Prohibition deepens rather than solves problems

Resist ban mania –  Rulers have  to understand that prohibition deepens

rather than solves problems – April 11, 2017,  Times of India Editorial

James kottoor(Note: It is useless to send out executive orders which can’t be executed. Eating and drinking habits differ from people to people. So it is said, stop disputing or quarreling over tastes to waste time only (De gustibus non est disputandum). Yet if governments indulge in such exercises, it shows the bankruptcy of ideas to govern.

What is more, in a democracy, the considered opinion of the majority should be made to prevail. If the majority is going in the wrong direction they must be first persuaded, not coerced, to take the right path. The government in power can’t endorse conflicting practices – vegetarianism and prohibition – in different states. What happens now is that BJP ruled states are compelled to follow the ban, while states in the North and south are permitted to ignore the ban. This is not democracy but anarchy.

The government in power must first decide what it wants to be instead of making itself a laughing stock before the public and the outside world. james kottoor)

In the absence of good governance, bans can provide an illusion of action even if they make the initial problem worse and create others in its train. For example, reports suggest that prohibition in Bihar is pushing people towards drug addiction. Unfortunately a climate conducive to populist bans, which does not think through the consequences of radical legislation or judicial decrees, has gripped the country.

One might believe that people should drink less or adopt vegetarian lifestyles. But these ideas should be promoted through persuasive social campaigns rather than through draconian legislation or lynch mobs.

The impracticality of prohibition is demonstrated by BJP favouring cow slaughter and beef consumption in northeastern states such as Nagaland, Mizoram and Meghalaya, even as in other BJP-ruled states the chief minister threatens to hang cow killers (Chhattisgarh) while legislation is instituted to award life terms to them (Gujarat).

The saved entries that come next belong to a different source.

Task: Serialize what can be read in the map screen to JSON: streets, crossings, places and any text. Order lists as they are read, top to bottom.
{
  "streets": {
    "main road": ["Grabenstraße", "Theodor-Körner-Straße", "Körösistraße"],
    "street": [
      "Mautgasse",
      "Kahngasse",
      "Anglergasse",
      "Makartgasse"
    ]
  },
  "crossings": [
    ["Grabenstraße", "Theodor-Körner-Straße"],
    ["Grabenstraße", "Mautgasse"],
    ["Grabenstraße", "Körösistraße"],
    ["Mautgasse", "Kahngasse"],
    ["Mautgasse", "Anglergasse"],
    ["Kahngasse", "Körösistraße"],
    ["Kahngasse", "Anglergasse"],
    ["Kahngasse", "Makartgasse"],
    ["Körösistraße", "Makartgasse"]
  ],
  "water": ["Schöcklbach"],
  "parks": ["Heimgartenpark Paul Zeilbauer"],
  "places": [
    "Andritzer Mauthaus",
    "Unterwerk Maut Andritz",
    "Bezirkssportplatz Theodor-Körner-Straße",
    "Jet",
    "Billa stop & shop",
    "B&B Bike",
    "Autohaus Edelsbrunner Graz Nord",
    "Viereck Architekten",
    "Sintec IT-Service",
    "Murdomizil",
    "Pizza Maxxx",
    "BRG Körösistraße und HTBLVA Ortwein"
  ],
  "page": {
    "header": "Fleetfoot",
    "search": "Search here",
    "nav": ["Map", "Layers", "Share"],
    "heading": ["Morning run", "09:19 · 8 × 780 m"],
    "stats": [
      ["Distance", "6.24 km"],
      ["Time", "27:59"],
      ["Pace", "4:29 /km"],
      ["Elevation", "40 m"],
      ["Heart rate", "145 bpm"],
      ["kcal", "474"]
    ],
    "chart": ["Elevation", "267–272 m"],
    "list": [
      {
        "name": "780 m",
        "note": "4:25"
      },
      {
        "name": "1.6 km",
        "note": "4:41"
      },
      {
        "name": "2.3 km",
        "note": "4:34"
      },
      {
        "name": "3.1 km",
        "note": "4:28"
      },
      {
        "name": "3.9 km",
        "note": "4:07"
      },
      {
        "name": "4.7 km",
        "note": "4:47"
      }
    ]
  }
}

RSS chief Mohan Bhagwat has attempted to reconcile these flagrant contradictions, but succeeded only on paper. He has called for a countrywide ban on cow slaughter (overriding the “cooperative federalism” that Prime Minister Narendra Modi promised) and denounced the vigilantism of gau rakshaks even as he wanted people to mobilise to protect cows (a recipe for more violence).

As a result of the atmosphere of hysteria UP’s meat business has been severely disrupted with transportation of even buffaloes at a standstill and an estimated 30,000 jobs lost so far. If poor farmers are prevented from disposing of unproductive cattle today’s agrarian distress is bound to deepen. However, picking up the cue from ban fever, Hoshangabad’s municipal chairman – a BJP functionary – now wants to impose compulsory vegetarianism on the city.

If RSS is serious about cow welfare it should buy unproductive cows from farmers and provide them shelter, using resources mobilised from voluntary donors (not the taxpayer). Even as BJP focuses on other matters more central to people’s welfare.